KURDISTAN D’IRAK: UNE QUERELLE DES DRAPEAUX ENFLAMME KHANAQIN
Un arrêté gouvernemental irakien interdisant la présence du drapeau kurde sur les bâtiments officiels de la ville de Khanaqin enflamme les esprits et envenime les conflits autour du devenir de ces régions disputés entre le gouvernement central et la Région du Kurdistan. Le 16 octobre, environ 700 manifestants kurdes ont défilé du centre ville jusqu’au siège des autorités irakiennes, brandissant des drapeaux kurdes et criant « Vive le Kurdistan ! », « Khanaqin est kurde ! ». Quant à la municipalité de la ville, elle a tout bonnement refusé d’appliquer l’arrêt signé par le Premier ministre Nouri Maliki, dont elle a eu connaissance le 11 octobre, bannissant tout drapeau kurde sur les bâtiments officiels, alors que jusqu’ici, les deux drapeaux, celui du Kurdistan et celui de l’Irak, se côtoyaient.

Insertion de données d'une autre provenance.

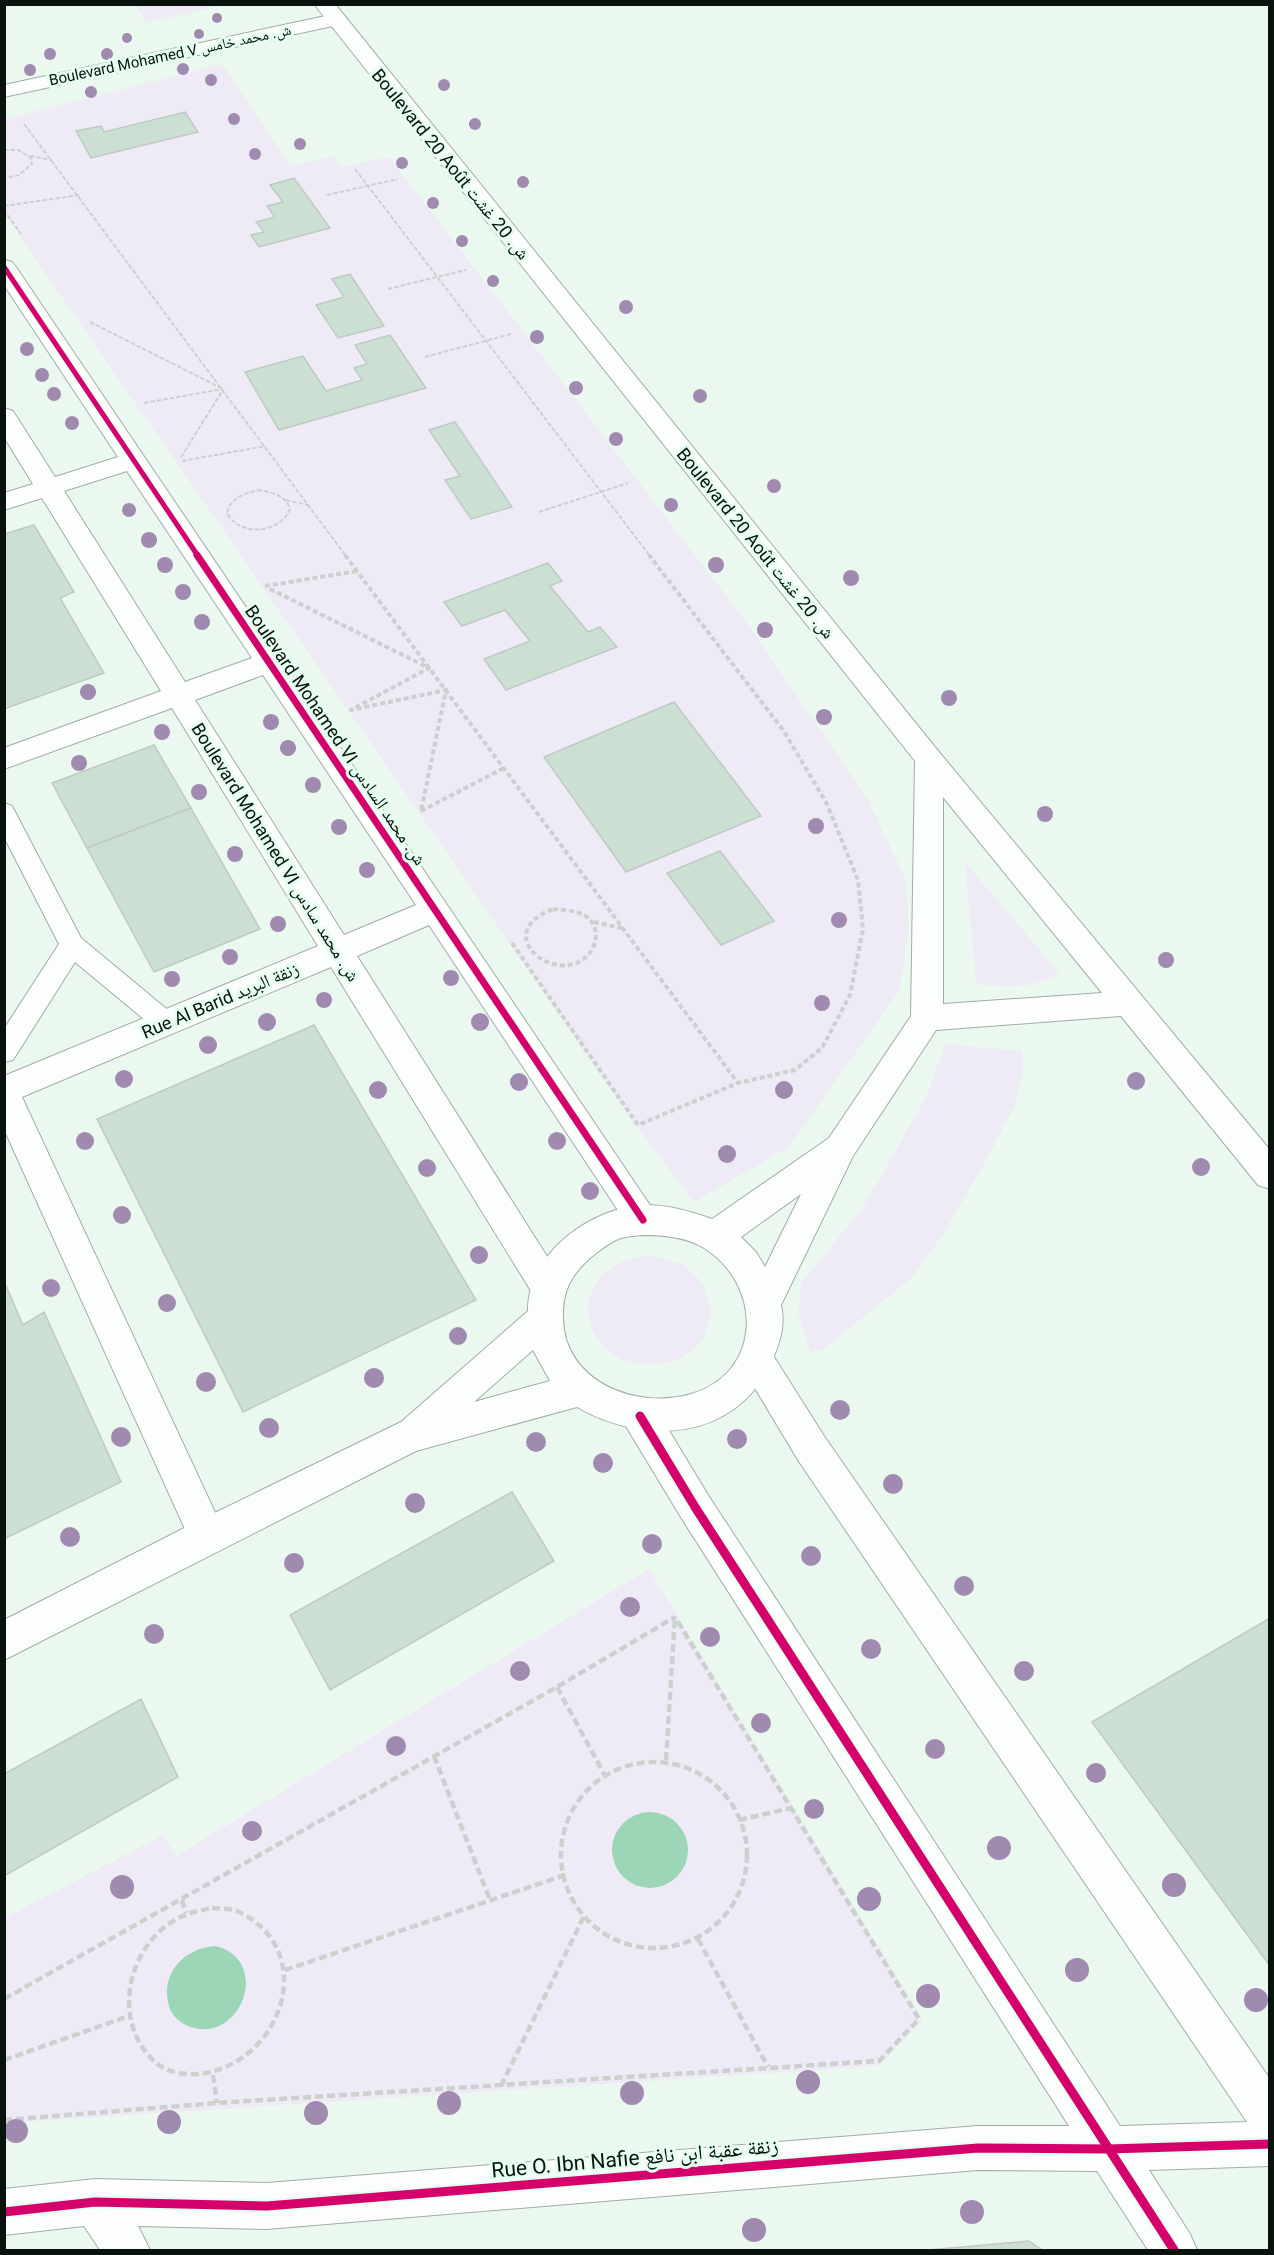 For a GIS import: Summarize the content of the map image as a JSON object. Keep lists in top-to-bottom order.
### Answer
{
  "streets": {
    "street": [
      "Boulevard Mohamed V ش. محمد خامس",
      "Boulevard 20 Août ش. 20 غشت",
      "Boulevard Mohamed VI ش. محمد السادس",
      "Boulevard Mohamed VI ش. محمد سادس",
      "Rue Al Barid زنقة البريد",
      "Rue O. Ibn Nafie زنقة عقبة ابن نافع"
    ]
  },
  "crossings": [
    ["Boulevard Mohamed V ش. محمد خامس", "Boulevard 20 Août ش. 20 غشت"],
    ["Boulevard Mohamed VI ش. محمد السادس", "Boulevard Mohamed VI ش. محمد سادس"],
    ["Boulevard Mohamed VI ش. محمد السادس", "Rue Al Barid زنقة البريد"],
    ["Boulevard Mohamed VI ش. محمد سادس", "Rue Al Barid زنقة البريد"]
  ]
}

Khanaqin a reçu le soutien immédiat du Gouvernement régional kurde. Le 15 septembre, le président du parlement du Kurdistan, Kamal Kirkouki, a ainsi déclaré « inacceptable de violer le caractère sacré du drapeau kurde ». Sur place, les autorités municipales ont averti Bagdad que le retrait du drapeau kurde des édifices gouvernementaux serait perçu comme une « provocation » par la population et risquait de déclencher une agitation politique à Khanaquin.
« L’affaire du drapeau » pourrait même s’étendre au-delà des frontières irakiennes puisque le Bureau des Affaires religieuses du Kurdistan a même annoncé, dans un entretien accordé au journal Aswat Al-Iraq, qu’un groupe de 1500 pèlerins kurdes avait l’intention, lors du Hajj prochain, de hisser le drapeau du Kurdistan sur le mont Arafat de La Mecque, en signe de protestation contre le gouvernement irakien.

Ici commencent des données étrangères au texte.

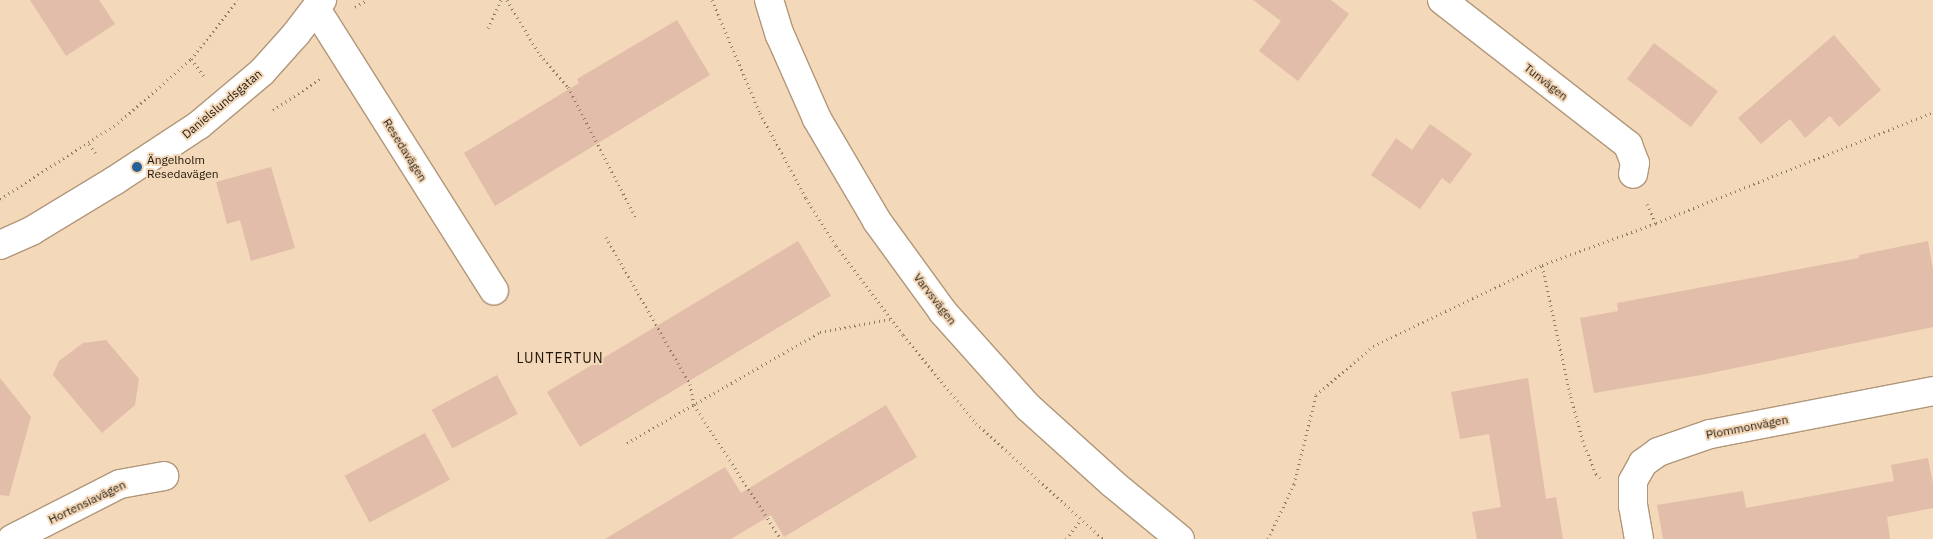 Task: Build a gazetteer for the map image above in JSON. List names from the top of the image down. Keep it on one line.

Le 22 septembre dernier, le président de la Région du Kurdistan, Massoud Barzani, s’était rendu à Khanaqin en insistant sur son appartenance légitime au territoire kurde, alors que des unités de peshmergas y avaient été envoyés pour protéger les Kurdes de la province de la Diyala des terroristes. Cette visite avait été désapprouvée par les nationalistes arabes, hostiles au référendum prévu par l’article 140 de la constitution irakienne qui permettrait à la population vivant en dehors du GRK d’y être rattachée si elle le souhaite. 175 000 Kurdes, chiites pour la plupart, vivent dans la province de la Diyala, où ils ont longtemps souffert, sous le régime du Baath, des persécutions, à la fois en tant que Kurdes et en tant que chiites, et des campagnes d’arabisation et de déportations. En 2006, les autorités locales de Khanaqin avaient déjà réclamé le retour de la ville dans le territoire officiel du Kurdistan d’Irak.
Cette querelle autour du drapeau kurde n’est donc qu’une étape dans la série d’escarmouches et de conflit plus ou moins larvé que se livrent Bagdad et Erbil pour les territoires de Kirkouk et de Diyala, dont les intérêts stratégiques sont aussi importants que leurs enjeux pétroliers.
Mais les relations entre les partis politiques irakiens et les Kurdes peuvent être complexes et les positions les plus surprenantes sont parfois exprimées dans la bouche de politiciens se définissant eux-mêmes comme nationalistes arabes. Ainsi, Hassan Alawi, écrivain et un député du Parlement irakien de la liste Iraqiyya, soutient ouvertement l’indépendance kurde.
Al-Iraqiyya, la deuxième force politique du pays après celle de Nouri Al-Maliki, est une coalition de sunnites et de chiites « laïcs », plutôt considérés comme pro-arabes et donc peu enclins à soutenir les aspirations indépendantistes des Kurdes, comme en témoignent les relations très peu cordiales des élus de l'Alliance kurde et de ceux d'Al-Iraqiyya dans les régions mixtes de Ninive et Mossoul. Mais le nº 2 de cette liste n'hésite pas, dans ses vœux d'avenir, à céder Kirkouk aux Kurdes et à souhaiter même une indépendance kurde, pour le bien d'un État irakien qui pourrait alors redevenir centralisé.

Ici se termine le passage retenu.